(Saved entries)
* * * * *

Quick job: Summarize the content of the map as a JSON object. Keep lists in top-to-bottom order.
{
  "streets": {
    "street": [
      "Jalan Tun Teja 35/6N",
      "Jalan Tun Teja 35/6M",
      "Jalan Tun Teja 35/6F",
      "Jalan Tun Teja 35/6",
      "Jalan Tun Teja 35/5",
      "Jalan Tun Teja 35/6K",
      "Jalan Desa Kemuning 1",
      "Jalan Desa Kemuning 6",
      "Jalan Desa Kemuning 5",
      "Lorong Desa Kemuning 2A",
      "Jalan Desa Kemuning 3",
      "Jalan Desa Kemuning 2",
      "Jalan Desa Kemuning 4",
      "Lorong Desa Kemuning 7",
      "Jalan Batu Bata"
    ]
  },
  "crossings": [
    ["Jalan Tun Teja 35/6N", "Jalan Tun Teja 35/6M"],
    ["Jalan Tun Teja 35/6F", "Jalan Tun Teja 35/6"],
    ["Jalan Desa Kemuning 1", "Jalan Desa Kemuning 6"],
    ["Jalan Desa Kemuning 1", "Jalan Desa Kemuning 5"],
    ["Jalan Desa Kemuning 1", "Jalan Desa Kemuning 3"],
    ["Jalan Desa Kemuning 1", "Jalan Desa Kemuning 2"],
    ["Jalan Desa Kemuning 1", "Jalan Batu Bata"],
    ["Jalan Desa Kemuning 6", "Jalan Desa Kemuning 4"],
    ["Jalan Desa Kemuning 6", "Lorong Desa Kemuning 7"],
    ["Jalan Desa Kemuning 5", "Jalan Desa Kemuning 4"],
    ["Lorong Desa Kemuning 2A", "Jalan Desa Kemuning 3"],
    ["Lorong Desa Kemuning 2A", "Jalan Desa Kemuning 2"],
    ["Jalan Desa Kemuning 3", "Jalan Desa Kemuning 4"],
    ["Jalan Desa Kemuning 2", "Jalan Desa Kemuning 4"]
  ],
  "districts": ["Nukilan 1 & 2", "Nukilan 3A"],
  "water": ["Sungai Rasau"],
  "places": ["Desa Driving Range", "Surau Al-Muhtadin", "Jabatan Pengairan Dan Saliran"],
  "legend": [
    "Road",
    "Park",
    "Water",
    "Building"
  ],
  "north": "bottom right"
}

* * * * *

Check each line of the records for the string "Batu" and state how many lines contain it. Give only the number.

*WRITTEN SOLUTION*.
2